I submitted it the Edward Rouse firm for review and comment and for a fee they reviewed it, made a minor correction, and then, as their letter states, “Because of the low water supply we had to calculate real tight.” See Figure 3 for the first page of my hand calculation, for a gridded sprinkler system, using a slide rule. My first hydraulic calculations, with a slide rule and the 1975 or l976 National Fire Protection Association, Installation of Sprinkler Systems, NFPA 13, were small systems, but in 1976 I tried a gridded system calculation. Mine was a National Fire Sprinkler Corporation ‘Fire Rule’, see Figure 2, and it was going to, and did, replace the friction loss tables.įigure 2 – Slide Rule and Friction Loss Table Many of you reading this have never seen a slide rule, let alone a hydraulics slide rule, but we used slide rules in high school and my first year of college.

fire sprinkler design calculations

We submitted drawings on a project or two and then I purchased a hydraulics slide rule. Rouse, Incorporated, that would perform the calculations if you submitted them drawings. Warner decided he wanted to utilize hydraulic calculations to be competitive and we became aware of an engineering firm in Minneapolis, Minnesota, Edward H. Both of those tasks were quite boring for a third year engineering student, so I blew through them and ask for a project to design. Someone else had designed the system and he thought if I copied it I’d better understand it. I started with a blank drawing and drew the little circles, connected the circles, and really had no idea what those represented.

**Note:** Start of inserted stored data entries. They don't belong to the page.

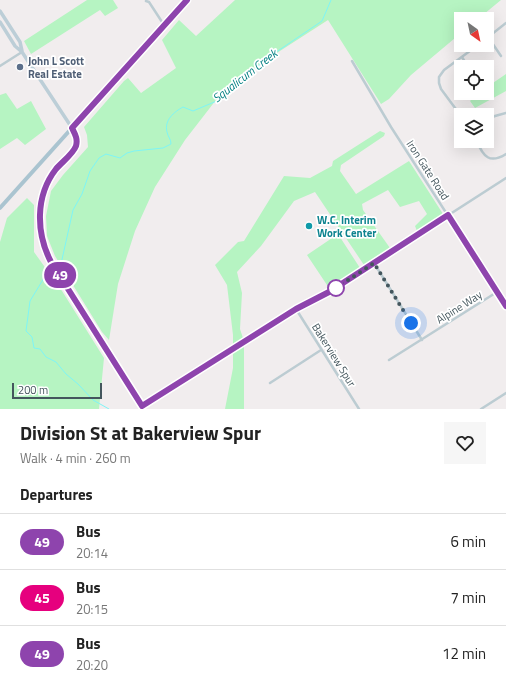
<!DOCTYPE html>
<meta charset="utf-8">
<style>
:root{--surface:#fff;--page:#f6f6f6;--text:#222;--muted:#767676;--line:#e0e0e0}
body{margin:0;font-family:"Titillium Web",sans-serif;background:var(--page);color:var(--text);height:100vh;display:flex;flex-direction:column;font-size:15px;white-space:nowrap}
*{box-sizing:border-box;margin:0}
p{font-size:13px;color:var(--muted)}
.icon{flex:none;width:22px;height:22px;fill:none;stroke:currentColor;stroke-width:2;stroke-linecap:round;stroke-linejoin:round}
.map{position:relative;height:409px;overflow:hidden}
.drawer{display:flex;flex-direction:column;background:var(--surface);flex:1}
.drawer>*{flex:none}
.badge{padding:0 8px;border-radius:13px;font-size:14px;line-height:26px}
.needle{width:26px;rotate:147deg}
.tools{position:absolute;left:454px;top:12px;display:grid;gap:8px}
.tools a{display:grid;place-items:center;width:40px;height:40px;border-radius:0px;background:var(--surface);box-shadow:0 4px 16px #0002;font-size:20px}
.scale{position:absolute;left:12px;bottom:10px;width:90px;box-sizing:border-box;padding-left:4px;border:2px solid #44565d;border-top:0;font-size:11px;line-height:14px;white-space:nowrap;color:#44565d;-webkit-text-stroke:3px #fff;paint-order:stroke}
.you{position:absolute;width:20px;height:20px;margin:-10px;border:3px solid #fff;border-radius:50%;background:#1a73e8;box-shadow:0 0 0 6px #1a73e833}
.map>.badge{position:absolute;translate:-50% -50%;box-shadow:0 0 0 2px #fff}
h2{padding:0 20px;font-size:15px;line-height:36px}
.round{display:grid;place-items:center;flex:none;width:42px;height:42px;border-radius:0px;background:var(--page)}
.summary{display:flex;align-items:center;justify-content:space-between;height:68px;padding:0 20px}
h1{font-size:19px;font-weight:700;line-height:30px}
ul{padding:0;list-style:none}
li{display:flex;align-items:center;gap:12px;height:56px;padding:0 20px;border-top:1px solid var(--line)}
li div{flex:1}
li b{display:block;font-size:15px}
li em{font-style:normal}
li .badge{min-width:44px;font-weight:700;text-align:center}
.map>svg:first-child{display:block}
.green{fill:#b6f4c2}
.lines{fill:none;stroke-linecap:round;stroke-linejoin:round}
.stream{stroke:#7ef4f6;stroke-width:1}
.minor{stroke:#bcccd2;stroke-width:2.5}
.secondary{stroke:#bcced7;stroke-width:3.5}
.primary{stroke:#aac4d0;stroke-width:4}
.line-casing{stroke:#fff;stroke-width:9}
.line{stroke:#8e44ad;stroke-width:6}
.walk{stroke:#44565d;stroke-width:4;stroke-dasharray:0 7.2}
.service-dot{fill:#5c6f8a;stroke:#fff;stroke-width:1.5}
.culture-dot{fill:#0f9aa8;stroke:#fff;stroke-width:1.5}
.stop-dot{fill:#fff;stroke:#8e44ad;stroke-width:2}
.labels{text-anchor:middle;stroke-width:3.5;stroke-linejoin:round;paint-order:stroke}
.service-label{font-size:11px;font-weight:bold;fill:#4e5e75;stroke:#fff;text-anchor:start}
.street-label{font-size:11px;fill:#44565d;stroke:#fff}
.culture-label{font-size:11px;font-weight:bold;fill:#0d838f;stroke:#fff;text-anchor:start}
.water-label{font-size:12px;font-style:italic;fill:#058083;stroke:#fff}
</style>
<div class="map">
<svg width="506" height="409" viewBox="0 0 506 409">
<rect width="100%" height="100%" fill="#f1edee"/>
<!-- green -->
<path class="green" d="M 87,0 L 113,0 L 118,8 L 105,16 L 100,10 L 31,54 L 24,41 Z
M 235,0 L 501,0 L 478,19 L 461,19 L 461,33 L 411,75 L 389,99 L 381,104 L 328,20 L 266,60 L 216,100 L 185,140 L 155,187 L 135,231 L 118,284 L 109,340 L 102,332 L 55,256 L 47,236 L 46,216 L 51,191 L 63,175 L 88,147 L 87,135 L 84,127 L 124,81 L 128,78 L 141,93 L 176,68 L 162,40 L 179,20 L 196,36 Z
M 506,74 L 506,91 L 475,108 L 470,101 L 478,93 L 487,93 L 487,87 Z
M 6,93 L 17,109 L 31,101 L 46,129 L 25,145 L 17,138 L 0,149 L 0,95 Z
M 380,131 L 385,133 L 384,136 L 341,165 L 340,171 L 356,194 L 409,161 L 443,214 L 417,231 L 415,226 L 427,214 L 419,201 L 400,207 L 388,190 L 362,204 L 363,210 L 390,248 L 364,265 L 315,192 L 294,201 L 261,246 L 237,272 L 242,293 L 240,329 L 243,338 L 244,349 L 244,409 L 225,409 L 233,368 L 233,335 L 227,285 L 215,265 L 238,242 L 244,241 L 284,176 L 310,178 L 332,166 L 333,161 Z
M 27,198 L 34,205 L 34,252 L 62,291 L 104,358 L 99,409 L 0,409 L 0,242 L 7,218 Z
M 338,234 L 360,268 L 329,288 L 307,255 Z"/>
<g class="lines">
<!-- stream -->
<path class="stream" d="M 61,264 L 73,210 L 82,194 L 90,171 L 99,158 L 106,154 L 120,158 L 127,153 L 134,151 L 163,148 L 171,144 C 171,139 168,137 167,132 C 164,120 174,112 183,107 L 193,111 L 219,100 L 266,59 L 322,21 L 331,0
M 52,275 L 49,277 L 44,278 L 30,301 L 26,331 L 32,337 L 34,348 L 40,349 L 46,357 L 56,362 L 66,374 L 78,384 L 93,400 L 109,409"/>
<!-- minor -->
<path class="minor" d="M 146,1 L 149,2 L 164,25
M 488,37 L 501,56
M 487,38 L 506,23
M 462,57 L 468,67
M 352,61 L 391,127 L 506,306
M 0,66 L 22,52
M 461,116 L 441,89 L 439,83 L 439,77 L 444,70 L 478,45
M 487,119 L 495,116 L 506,113
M 477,141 C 483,157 490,164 506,154
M 374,263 L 422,340
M 296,309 L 359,409
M 389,360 L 497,292
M 270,383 L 321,350
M 142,406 L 296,309 L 329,292 L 506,178
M 481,409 L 506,393"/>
<!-- secondary -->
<path class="secondary" d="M 0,11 L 20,42 L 22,51
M 0,22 L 15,46 L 22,52 L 72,128 C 75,133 78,140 76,146 C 73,154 62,162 56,169 C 35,197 36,233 51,263 L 144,409"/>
<!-- primary -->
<path class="primary" d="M 0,208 L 187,0"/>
</g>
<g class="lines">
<!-- line casing -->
<g class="line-casing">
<path id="line" d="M 187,0 L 72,128 C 75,134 78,139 76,146 C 73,154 62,162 56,169 C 35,196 36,233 51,262 L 142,406 L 296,309 L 329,292 L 448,215 L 506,306"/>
</g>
<!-- line -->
<use href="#line" class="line"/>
<!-- walk -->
<path class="walk" d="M 336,288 L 374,263 L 411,323"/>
</g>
<!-- markers -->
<circle class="service-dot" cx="20" cy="67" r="4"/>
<circle class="culture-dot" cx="309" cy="226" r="4"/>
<circle class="stop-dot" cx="336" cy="288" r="8"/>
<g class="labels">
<!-- service labels -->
<g class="service-label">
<text x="28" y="65">John L Scott<tspan x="28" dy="13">Real Estate</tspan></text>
</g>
<!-- street labels -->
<g class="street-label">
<text transform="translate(428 170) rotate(57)" y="4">Iron Gate Road</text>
<text transform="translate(459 307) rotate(-32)" y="4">Alpine Way</text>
<text transform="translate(334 355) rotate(58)" y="4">Bakerview Spur</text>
</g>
<!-- culture labels -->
<g class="culture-label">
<text x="317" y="224">W.C. Interim<tspan x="317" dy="13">Work Center</tspan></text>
</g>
<!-- water labels -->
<g class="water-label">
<text transform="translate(245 76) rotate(-38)" y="4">Squalicum Creek</text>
</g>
</g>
</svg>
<div class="tools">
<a><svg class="needle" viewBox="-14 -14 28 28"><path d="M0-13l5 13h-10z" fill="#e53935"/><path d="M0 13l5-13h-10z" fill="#767676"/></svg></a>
<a><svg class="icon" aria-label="locate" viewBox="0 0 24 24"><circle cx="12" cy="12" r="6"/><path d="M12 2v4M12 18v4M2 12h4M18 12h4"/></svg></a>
<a><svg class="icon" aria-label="layers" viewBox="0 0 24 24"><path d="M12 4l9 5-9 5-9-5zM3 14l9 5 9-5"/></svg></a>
</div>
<div class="scale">200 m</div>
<div class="you" style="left:411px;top:323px"></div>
<b class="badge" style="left:60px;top:275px;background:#8e44ad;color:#fff">49</b>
</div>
<section class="drawer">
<div class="summary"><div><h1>Division St at Bakerview Spur</h1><p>Walk · 4 min · 260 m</p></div><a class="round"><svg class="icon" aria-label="heart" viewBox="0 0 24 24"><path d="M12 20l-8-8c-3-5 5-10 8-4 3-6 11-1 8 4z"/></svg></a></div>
<h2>Departures</h2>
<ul>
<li><span class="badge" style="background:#8e44ad;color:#fff">49</span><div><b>Bus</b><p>20:14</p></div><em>6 min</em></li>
<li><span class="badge" style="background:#e6007e;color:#fff">45</span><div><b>Bus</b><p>20:15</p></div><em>7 min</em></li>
<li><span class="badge" style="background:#8e44ad;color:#fff">49</span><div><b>Bus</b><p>20:20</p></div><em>12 min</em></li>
</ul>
</section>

fire sprinkler design calculations

Don Warner hired me as a sprinkler system designer (I really knew nothing about the industry) and I worked with Don and Carroll Mitchell (a fantastic superintendent and sprinkler fitter) for about four years.ĭon gave me a copy of the ‘Red Book’, see Figure 1, and told me to read it, also gave me a warehouse project to ‘copy the sprinkler system’ so I’d learn it as I copied it. My parents, as most would, told me to find a job and within a few weeks I found employment with Blackhawk Automatic Sprinkler Company in Waterloo, Iowa. In 1975 I left college and returned home to decide whether or not I wanted to continue down the path as a Civil Engineering student.